If a loan is sanctioned after due diligence, a BASIC advisor helps with agreement signing and collects all hard copies required by the lender. The entire process hastens the turnaround time and the loan amount is disbursed within 10 working days or 76 working hours. 

To ensure compliance, BASIC has invested in advanced encryption technologies and secure data storage solutions to protect sensitive customer data. It also educates consumers about the benefits of going digital, such as better assistance, quicker loan processing and advantageous mortgage availability.

Trained agents for superior customer service: The fintech’s vast network of agents are trained local experts who ensure a steady business flow by tapping into communities and enhancing customer support by offering personalised services. BASIC selects people from sales, finance, or real estate based on their previous business performances, tech orientation and alignment with its core business values.

Is Affordable Housing Still A Distant Dream In India?

Census 2011 put the number of homeless people in India at 1.7 Mn. It is difficult to peg the current estimates for the lack of data. The number has likely gone up, as India currently has the largest population in the world. 

BASIC is aware of the ground realities, and Monga emphasises the need to make home loans more accessible and affordable if universal housing is to happen in India soon. “We plan to improve technology-based product development and risk-sharing by partnering with more lenders and thus cater to a bigger consumer base,” he added.

While Picus Capital did the initial funding to help launch BASIC Home Loan, Venture Catalysts++ (India’s first multi-stage VC) has been a crucial pillar of support, consistently backing its growth journey, says Monga. The VC firm has already invested $3.5 Mn to grow its business.

“Since its initial funding, it has participated in all our funding rounds. But there’s more to it than providing capital. Its extensive network and industry contacts have accelerated our growth. The angels and the family offices we connected with through VCats++ have provided funds and offered valuable assistance in overcoming challenges along our journey. Many of these investors are seasoned entrepreneurs, offering guidance and insights whenever we have encountered obstacles during our expansion,” the CEO added.

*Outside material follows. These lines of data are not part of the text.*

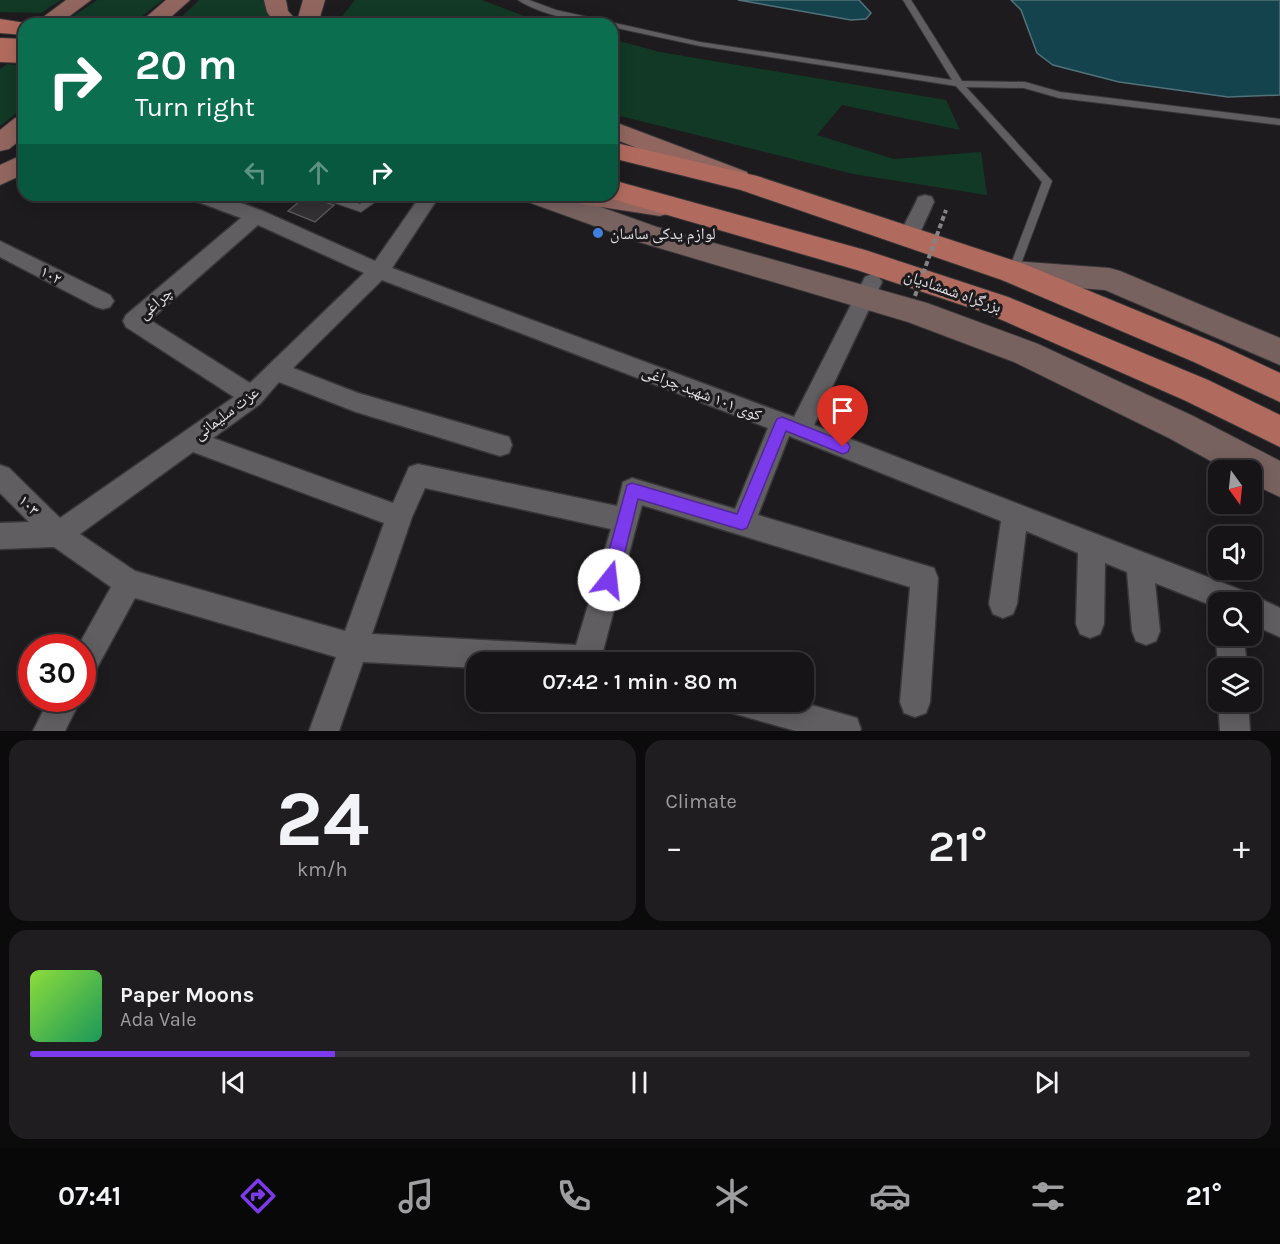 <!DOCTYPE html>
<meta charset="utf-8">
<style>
body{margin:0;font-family:Karla,"Noto Naskh Arabic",sans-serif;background:#1f1d1f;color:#f1f3f6;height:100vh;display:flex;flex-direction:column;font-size:22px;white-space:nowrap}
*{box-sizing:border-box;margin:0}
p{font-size:20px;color:#9e9ea1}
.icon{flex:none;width:33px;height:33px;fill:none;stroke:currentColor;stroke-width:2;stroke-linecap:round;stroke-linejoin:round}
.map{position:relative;height:731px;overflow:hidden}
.details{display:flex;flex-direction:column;gap:9px;padding:9px;background:#0c0b0c;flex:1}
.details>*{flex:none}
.hud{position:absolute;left:18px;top:18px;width:600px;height:183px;border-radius:18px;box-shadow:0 3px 15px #0003,0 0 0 2px #353335;background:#0b6e4f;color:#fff;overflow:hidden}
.needle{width:39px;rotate:165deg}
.fabs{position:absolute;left:1208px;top:460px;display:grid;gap:12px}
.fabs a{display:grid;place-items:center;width:54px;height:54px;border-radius:12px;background:#161416;box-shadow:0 3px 15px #0003,0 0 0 2px #353335;font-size:30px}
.speed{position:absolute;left:18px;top:634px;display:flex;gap:12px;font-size:30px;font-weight:700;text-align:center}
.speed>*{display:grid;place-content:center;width:78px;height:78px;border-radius:50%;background:#161416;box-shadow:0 3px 15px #0003,0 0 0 2px #353335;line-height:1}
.speed .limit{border:9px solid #d22;background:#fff;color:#111}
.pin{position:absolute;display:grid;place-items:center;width:51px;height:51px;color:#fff;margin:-62px -26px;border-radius:50% 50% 50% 0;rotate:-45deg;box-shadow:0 0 6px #0007}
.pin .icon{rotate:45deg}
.me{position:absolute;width:66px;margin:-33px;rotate:16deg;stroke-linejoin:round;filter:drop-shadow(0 0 4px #0008)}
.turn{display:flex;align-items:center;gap:21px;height:126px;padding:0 18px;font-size:27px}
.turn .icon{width:78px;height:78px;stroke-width:2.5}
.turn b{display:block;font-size:42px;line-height:51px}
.lanes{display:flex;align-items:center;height:57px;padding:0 18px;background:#0003;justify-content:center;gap:30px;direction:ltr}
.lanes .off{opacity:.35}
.big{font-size:45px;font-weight:600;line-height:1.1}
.details .card{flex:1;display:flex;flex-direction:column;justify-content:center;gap:9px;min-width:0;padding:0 21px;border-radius:18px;background:#1f1d1f}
.details .dial{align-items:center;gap:0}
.dial b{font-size:78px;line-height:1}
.song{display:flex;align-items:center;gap:18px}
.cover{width:72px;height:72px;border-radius:9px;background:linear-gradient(135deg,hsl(90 70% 55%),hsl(150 70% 35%))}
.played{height:6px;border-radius:3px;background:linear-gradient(90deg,#7c3aed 25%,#353335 25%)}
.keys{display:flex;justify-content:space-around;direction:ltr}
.heat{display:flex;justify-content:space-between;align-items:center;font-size:33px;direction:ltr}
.details .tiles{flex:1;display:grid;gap:9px;grid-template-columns:1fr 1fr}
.card:last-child{grid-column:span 2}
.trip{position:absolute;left:466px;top:652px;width:348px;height:60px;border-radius:18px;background:#161416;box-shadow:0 3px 15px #0003,0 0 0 2px #353335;font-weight:600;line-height:60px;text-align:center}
.menu{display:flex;height:96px;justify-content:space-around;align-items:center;background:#090809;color:#9e9ea1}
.menu .icon{width:42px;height:42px}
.menu .current{color:#7c3aed}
.menu b{font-size:27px;color:#f1f3f6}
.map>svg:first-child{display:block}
</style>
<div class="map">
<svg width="1280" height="731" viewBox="0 0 1280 731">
<rect width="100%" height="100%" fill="#1d1b1e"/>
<path fill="#123926" d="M0,0H61L41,13L0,12Z
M97,0H163L133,23L73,16Z
M199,0H265L269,15L276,24H174Z
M355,0H482L524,16L554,24H336Z
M612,39L660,52L946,100L960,130L842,105L817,135L894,159L981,152L987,195L853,174L612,114Z
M7,64L24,66V107L0,126V69Z"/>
<path fill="#14434d" stroke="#52727a" stroke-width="1.5" d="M738,0H859L871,13L866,19L851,20Z
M1011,0H1280V95L1228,97L1119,82L1053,65L1037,53L1021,10Z"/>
<path fill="#323033" stroke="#59575a" stroke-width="1.5" d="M307,195H314L316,199L334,205L315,222L288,211Z"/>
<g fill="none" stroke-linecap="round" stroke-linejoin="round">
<g stroke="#373638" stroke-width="2">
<path id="lane" d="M518,0H529L556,10L700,42L952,80L903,0H911L962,81L1025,82L1060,92L1280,119V125L1059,98L1024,88L966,87L1052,181L1018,272L1013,276L1008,272L1042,182L956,86L700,46L612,27V24C586,24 540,15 518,0Z
M316,195H332L360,204L373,195H385L361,212L317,197Z"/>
</g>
<g stroke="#373638" stroke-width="3">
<path id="street" d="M191,195H219L263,211L375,261L421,195H440L392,268L794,417L865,277L872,274L879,277L882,282L814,425L1249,593L1280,608V637L1251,624V603H1218V608L1155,583L1160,631L1156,641L1146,645L1136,641L1132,631L1127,572L1105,563L1104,624L1100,634L1090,638L1080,634L1076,624L1078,553L1026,531L1017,604L1013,614L1003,618L993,614L989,604L1001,521L789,436L758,515L934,568L938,578L930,702L926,713L915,717L904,713L900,702L910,587L642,505L603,651L606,653L611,663H477V668L363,662L339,731H309L336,657L135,598L92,677L82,681V648H77L111,587L54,547L0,549V523L29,522L0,493V465L9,468L60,518L234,397L126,327L123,321L126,315L241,218L193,200ZM258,225L364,273L250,383L150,320ZM382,280L768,428L735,509L632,478L623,482L617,506L418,464L409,467L393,503L213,438L260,404L279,382L356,412L500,456L509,453L512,445L509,437L358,393L293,368ZM193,452L384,523L345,631L135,571L80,534ZM425,488L611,529L576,645L372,634L412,517Z
M925,195L932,197L934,202L918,237L915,242L908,244L901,242L898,237L916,202L918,197Z
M0,241L110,295L114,301L110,307L103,309L96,307L0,257Z
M1218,631V636H1244L1247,669L1218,670L1216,636Z
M49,699H81L65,731H33Z
M728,702H801L857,718L861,729L860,731H796L732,713Z
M1218,702H1248L1250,731H1220Z"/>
</g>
<g stroke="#373638" stroke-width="2">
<path id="secondary" d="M524,195H567L657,227L927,303L1038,344L1193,416L1280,461V497L1251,483V471H1229L1169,438L1014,362L908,322L639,242L528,202Z
M1013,261L1109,268L1120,271L1280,338V365L1105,290L1013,283L1002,280L998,272L1002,264Z"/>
</g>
<g stroke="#373638" stroke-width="2">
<path id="primary" d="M66,0H91L59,24H34Z
M166,0H190L163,24H138Z
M264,0H286L288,11L297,21L303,0H325L318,24H276L267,12Z
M24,116V137L9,149L0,151V130L15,118Z
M612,121L747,172L750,178L747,184L737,187L727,184L612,138Z
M24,154V174L0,185V165Z
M612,190L670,199L674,206L670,213L660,216L582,204L572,202L568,195H612Z"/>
</g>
<g stroke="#373638" stroke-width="2">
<path id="highway" d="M0,19L32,24H24V35L0,33Z
M612,142L757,176L1024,264L1218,344L1280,373V402L1194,362L1002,280L741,190L612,158Z
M612,180L865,250L1008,297L1208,380L1280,415V447L1184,400L986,313L857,270L602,196L612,195Z"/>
</g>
<use href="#lane" fill="#605e61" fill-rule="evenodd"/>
<use href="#street" fill="#605e61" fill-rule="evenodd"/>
<use href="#secondary" fill="#786260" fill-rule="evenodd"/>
<use href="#primary" fill="#91665f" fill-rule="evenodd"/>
<use href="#highway" fill="#b16b5e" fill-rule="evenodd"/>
<g stroke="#373638" stroke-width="26" stroke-linecap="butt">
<path id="highway-bridge" d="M0,50L24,51"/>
</g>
<path stroke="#858385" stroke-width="4" stroke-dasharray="5 3" stroke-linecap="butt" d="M915,296L946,210"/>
<use href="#highway-bridge" stroke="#b16b5e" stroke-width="24"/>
</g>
<path fill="#7c3aed" stroke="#51269a" stroke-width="1.5" d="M782,417L848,443L850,447L848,452L843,454L786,431L747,528L742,530L638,499L618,580L615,586L609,588L604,586L601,580L627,485L632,483L737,514L775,423L777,419Z"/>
<circle fill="#3f7fe0" stroke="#1d1b1e" stroke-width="2" cx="598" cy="233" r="6"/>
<g text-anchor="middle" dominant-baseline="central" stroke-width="6" stroke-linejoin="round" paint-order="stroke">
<g font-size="16" fill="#e3e1e3" stroke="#1d1b1e" text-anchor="start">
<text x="610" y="233">لوازم یدکی ساسان</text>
</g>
<g font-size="16" fill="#e3e1e3" stroke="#1d1b1e">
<text transform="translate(51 275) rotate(28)">۱۰۲</text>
<text transform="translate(953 291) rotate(19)">بزرگراه شمشادیان</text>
<text transform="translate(155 303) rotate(-41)">چراغی</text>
<text transform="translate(702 393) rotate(21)">کوی ۱۰۱ شهید چراغی</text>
<text transform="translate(226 413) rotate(-37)">عزت سلیمانی</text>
<text transform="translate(29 505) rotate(45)">۱۰۳</text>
</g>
</g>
</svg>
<div class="fabs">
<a><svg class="needle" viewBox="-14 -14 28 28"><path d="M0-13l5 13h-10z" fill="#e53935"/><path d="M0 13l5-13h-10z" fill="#9e9ea1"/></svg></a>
<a><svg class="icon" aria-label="sound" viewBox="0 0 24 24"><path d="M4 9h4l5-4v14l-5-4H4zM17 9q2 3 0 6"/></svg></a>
<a><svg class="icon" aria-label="search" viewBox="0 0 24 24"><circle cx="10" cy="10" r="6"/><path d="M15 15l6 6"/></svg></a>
<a><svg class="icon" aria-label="layers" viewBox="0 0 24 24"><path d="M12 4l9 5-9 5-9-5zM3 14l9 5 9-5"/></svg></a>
</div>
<div class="speed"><div class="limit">30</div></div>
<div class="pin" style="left:843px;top:447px;background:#d93025"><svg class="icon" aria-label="arrive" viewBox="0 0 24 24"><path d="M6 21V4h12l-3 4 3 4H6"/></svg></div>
<svg class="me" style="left:609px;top:580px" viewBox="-20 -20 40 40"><circle r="19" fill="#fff"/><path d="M0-13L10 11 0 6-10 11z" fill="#7c3aed"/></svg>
<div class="trip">07:42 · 1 min · 80 m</div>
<div class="hud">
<div class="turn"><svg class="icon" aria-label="right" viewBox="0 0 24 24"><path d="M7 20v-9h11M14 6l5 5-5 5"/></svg><div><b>20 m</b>Turn right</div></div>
<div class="lanes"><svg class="icon off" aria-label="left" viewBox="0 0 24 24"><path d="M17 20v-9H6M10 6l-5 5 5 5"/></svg><svg class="icon off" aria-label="ahead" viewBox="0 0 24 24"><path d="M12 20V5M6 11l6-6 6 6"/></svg><svg class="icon" aria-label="right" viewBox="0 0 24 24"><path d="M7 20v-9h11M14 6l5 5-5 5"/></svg></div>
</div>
</div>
<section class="details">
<div class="tiles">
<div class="card dial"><b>24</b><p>km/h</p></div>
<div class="card"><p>Climate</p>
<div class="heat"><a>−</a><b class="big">21°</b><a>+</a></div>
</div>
<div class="card">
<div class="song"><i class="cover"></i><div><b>Paper Moons</b><p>Ada Vale</p></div></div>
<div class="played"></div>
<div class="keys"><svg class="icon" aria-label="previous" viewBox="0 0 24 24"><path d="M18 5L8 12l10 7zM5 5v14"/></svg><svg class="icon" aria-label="pause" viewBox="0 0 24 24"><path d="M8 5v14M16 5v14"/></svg><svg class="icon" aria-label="next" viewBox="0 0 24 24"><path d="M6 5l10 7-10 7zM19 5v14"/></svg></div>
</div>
</div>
</section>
<nav class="menu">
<b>07:41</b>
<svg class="icon current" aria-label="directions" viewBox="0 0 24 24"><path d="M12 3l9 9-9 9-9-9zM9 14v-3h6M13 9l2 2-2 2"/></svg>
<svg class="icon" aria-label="music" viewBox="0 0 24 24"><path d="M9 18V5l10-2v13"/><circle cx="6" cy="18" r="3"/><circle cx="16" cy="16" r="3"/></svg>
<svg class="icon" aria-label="phone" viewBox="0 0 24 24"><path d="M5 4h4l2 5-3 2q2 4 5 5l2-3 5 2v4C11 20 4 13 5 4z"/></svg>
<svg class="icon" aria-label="climate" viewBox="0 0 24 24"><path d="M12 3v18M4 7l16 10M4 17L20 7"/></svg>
<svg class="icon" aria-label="car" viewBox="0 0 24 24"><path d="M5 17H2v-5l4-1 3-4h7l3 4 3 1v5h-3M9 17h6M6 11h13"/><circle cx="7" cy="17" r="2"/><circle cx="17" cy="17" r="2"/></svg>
<svg class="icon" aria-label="filters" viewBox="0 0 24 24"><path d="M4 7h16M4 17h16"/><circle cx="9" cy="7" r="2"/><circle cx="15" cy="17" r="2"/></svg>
<b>21°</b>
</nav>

However, they face the challenge of navigating complex and evolving regulatory landscapes, which can be particularly daunting and costly for fintech brands, especially startups with limited resources.

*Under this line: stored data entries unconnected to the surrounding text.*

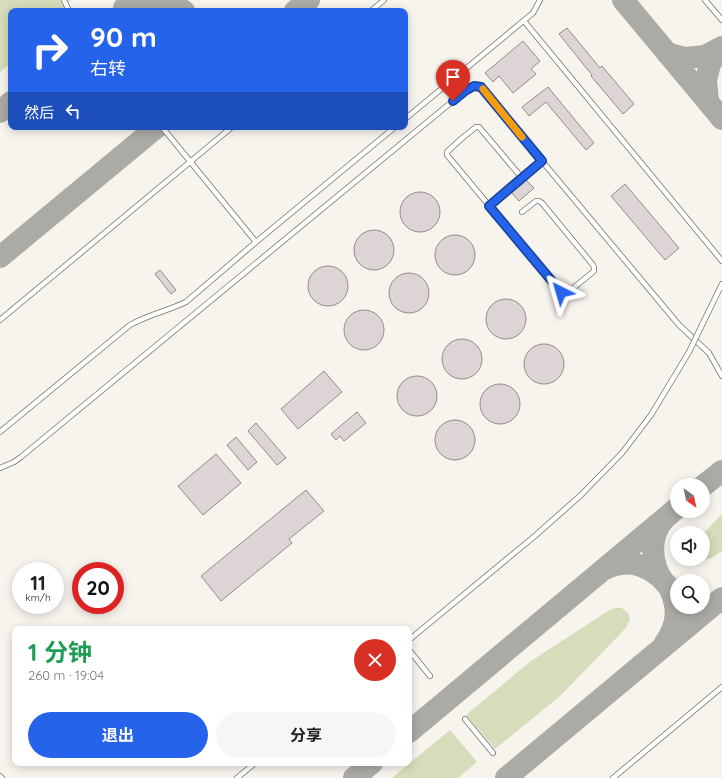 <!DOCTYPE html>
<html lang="zh">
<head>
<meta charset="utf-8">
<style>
  body { margin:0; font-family:Quicksand,"Noto Sans SC",sans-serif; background:#f6f6f6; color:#202124; height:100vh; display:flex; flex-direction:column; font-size:15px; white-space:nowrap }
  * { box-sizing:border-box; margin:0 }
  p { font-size:13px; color:#757577 }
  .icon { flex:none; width:22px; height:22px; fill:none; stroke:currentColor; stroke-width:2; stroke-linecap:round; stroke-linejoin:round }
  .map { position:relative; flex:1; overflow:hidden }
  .details { position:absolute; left:12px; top:626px; width:400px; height:140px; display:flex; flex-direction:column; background:#fff; border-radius:8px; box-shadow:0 2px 10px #0003 }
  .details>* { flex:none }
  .hud { position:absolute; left:8px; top:8px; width:400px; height:122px; border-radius:8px; box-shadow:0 2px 10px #0003; background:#2563eb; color:#fff; overflow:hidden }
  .needle { width:26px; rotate:147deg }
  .controls { position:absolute; left:670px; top:478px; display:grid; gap:8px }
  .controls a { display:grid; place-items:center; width:40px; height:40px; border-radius:50%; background:#fff; box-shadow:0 2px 10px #0003; font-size:20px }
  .speed { position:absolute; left:12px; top:562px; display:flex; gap:8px; font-size:20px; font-weight:700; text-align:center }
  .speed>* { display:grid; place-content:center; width:52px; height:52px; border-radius:50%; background:#fff; box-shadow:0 2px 10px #0003; line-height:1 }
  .speed small { font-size:10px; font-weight:400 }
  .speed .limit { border:6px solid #d22; background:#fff; color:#111 }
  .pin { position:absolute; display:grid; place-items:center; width:34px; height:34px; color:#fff; margin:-41px -17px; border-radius:50% 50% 50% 0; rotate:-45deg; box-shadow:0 0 4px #0007 }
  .pin .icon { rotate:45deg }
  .me { position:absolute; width:44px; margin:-22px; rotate:320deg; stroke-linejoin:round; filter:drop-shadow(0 0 3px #0008) }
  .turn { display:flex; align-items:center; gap:14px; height:84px; padding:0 16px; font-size:18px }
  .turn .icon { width:52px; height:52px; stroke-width:2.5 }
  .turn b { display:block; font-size:28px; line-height:34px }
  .then { display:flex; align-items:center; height:38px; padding:0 16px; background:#0003; gap:8px; font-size:15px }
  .round { display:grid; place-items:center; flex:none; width:42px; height:42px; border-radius:21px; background:#f6f6f6 }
  .overview { display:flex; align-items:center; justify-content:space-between; height:68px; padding:0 16px }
  h1 { font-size:24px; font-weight:700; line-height:30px; color:#1e9e55 }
  .cta { display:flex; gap:8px; margin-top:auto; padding:8px 16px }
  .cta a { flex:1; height:46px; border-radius:24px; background:#2563eb; color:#fff; font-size:16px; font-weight:700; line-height:46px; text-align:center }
  .cta a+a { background:#f6f6f6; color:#202124 }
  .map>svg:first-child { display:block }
  .green { fill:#d7ddba }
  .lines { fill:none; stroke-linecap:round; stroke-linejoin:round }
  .taxiway { stroke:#acaaa4; stroke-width:22 }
  .building { fill:#ddd5d5; stroke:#938c8b }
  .service-casing { stroke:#75716c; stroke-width:6 }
  .service { stroke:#fff; stroke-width:4.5 }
  .service-bridge-casing { stroke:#75716c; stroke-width:6; stroke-linecap:butt }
  .service-bridge { stroke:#fff; stroke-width:4.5 }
  .route-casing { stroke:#184099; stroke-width:10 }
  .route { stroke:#2563eb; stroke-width:7 }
  .slow { stroke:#f59e0b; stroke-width:7 }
</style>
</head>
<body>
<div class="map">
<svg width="722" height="778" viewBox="0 0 722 778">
  <rect width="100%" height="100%" fill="#f7f3ed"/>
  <g class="green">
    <polygon points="0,0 70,0 62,11 11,11 11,63 0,72"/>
    <polygon points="722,514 722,551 712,558 704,560 703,559 703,534"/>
    <polygon points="615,608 622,608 628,613 630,620 625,629 560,696 495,749 466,715 531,661 608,611"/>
    <polygon points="450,730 477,762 458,778 392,778"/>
  </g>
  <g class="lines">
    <g class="taxiway">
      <polyline points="623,0 722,119"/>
      <path d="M124 8C146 1 163 0 184 11"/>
      <polyline points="295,11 309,0"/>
      <polyline points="667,53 685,58 705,56 722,47"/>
      <polyline points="708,102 706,80 710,64 720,49"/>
      <polyline points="0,112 11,102"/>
      <polyline points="0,257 157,127"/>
      <polyline points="703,486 722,471"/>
      <path d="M663 521C661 523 659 526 658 528 649 547 653 573 669 587 671 589 674 591 677 592"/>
      <path d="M605 569C627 559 643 563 661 578"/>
      <path d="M665 643C678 624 679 608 669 587"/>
      <polyline points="409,732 677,508"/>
      <polyline points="354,778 372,763"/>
      <polyline points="506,778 722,598"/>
    </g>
  </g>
  <g class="building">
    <polygon points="567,28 600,68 602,66 634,104 623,114 591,76 592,75 559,34"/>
    <polygon points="523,41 540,61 531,69 536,74 513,93 499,76 493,82 485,73"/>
    <polygon points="548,87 594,143 586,150 546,102 529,116 522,107"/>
    <polygon points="526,180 534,188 519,201 511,192"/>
    <polygon points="625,184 679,248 665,260 611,196"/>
    <circle cx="420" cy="212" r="20"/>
    <circle cx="374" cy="250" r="20"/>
    <circle cx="455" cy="255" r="20"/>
    <circle cx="328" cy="286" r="20"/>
    <polygon points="160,270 176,290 171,294 155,274"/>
    <circle cx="409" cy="293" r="20"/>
    <circle cx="506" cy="319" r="20"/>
    <circle cx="364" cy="330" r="20"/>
    <circle cx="462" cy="359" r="20"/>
    <circle cx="544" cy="364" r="20"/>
    <polygon points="324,371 342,392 298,429 281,409"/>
    <circle cx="417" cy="396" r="20"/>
    <circle cx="500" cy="404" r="20"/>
    <polygon points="357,412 366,423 344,441 340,436 336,440 331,434"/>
    <circle cx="455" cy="440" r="20"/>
    <polygon points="256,423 286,458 277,465 248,431"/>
    <polygon points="236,437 257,462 248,470 227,445"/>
    <polygon points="216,454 241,483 203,515 178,486"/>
    <polygon points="306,490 324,511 289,539 292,543 221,601 201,576"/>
  </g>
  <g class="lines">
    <g class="service-casing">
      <g id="service">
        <polyline points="64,0 69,11"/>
        <polyline points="705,0 722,20"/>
        <polyline points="371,11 384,0"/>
        <polyline points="524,21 722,261"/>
        <polyline points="405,119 533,13 540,0"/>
        <polyline points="162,127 256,242"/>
        <polyline points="522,178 479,127 476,127 461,139 447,152 447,155 561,292 563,294 566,294 594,271 594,267 593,265 542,203 539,201 536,201 522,212"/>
        <polyline points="489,206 542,161"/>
        <polyline points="0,320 232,127"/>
        <polyline points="702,325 722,284"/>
        <path d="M0 432 130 325C148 315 167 311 186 302L256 242 395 127"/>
        <polyline points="0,468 14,462 21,457 465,91 474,86 481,87 542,161 679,325 709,353 722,376"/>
        <polyline points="409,640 536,535 581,495 622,453 651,415 689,352"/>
        <polyline points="409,650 430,676"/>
        <polyline points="465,719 493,753"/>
        <polyline points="0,776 2,778"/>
        <polyline points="237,778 255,763"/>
        <polyline points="613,778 722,687"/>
      </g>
    </g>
    <use href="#service" class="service"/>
    <g class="service-bridge-casing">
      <polyline id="service-bridge" points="689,352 702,325"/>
    </g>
    <use href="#service-bridge" class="service-bridge"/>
  </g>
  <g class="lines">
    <g class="route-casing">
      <polyline id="route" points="453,101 465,91 474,86 481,87 542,161 489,206 561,292"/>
    </g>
    <use href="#route" class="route"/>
    <polyline class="slow" points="483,89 522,137"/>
  </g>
</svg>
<div class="controls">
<a><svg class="needle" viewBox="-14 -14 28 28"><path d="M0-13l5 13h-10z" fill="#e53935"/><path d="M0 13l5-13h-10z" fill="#757577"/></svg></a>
<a><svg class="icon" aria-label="sound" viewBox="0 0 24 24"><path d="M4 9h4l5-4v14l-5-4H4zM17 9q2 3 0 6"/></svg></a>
<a><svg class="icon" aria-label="search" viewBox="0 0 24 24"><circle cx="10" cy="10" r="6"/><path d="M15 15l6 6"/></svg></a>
</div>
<div class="speed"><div>11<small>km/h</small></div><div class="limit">20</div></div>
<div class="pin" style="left:453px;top:101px;background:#d93025"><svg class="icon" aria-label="arrive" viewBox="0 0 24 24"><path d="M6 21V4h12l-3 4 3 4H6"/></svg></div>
<svg class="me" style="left:561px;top:292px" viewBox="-20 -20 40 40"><path d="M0-17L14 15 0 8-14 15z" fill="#2563eb" stroke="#fff" stroke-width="4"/></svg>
<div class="hud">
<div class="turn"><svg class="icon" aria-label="right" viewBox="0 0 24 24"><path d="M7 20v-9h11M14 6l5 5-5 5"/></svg><div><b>90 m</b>右转</div></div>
<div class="then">然后<svg class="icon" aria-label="left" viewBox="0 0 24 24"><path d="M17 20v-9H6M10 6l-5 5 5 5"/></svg></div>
</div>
<section class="details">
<div class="overview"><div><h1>1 分钟</h1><p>260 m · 19:04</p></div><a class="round" style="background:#d93025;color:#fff"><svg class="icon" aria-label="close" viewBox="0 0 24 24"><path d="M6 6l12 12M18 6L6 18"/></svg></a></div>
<div class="cta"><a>退出</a><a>分享</a></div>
</section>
</div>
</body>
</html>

Nevertheless, the demand for home loans will continue to surge in a country like India, where owning a home remains the cornerstone of financial growth and personal achievement. 

Will BASIC and its ilk emerge as innovative neobanks of the ‘affordable home’ loan sector? For now, the focus is on empowering potential homebuyers with the best possible loan terms, interest rates and associated fees so that they can make informed decisions. But that will not deter them from exploring and developing new mortgage products with built-in benefits for all stakeholders.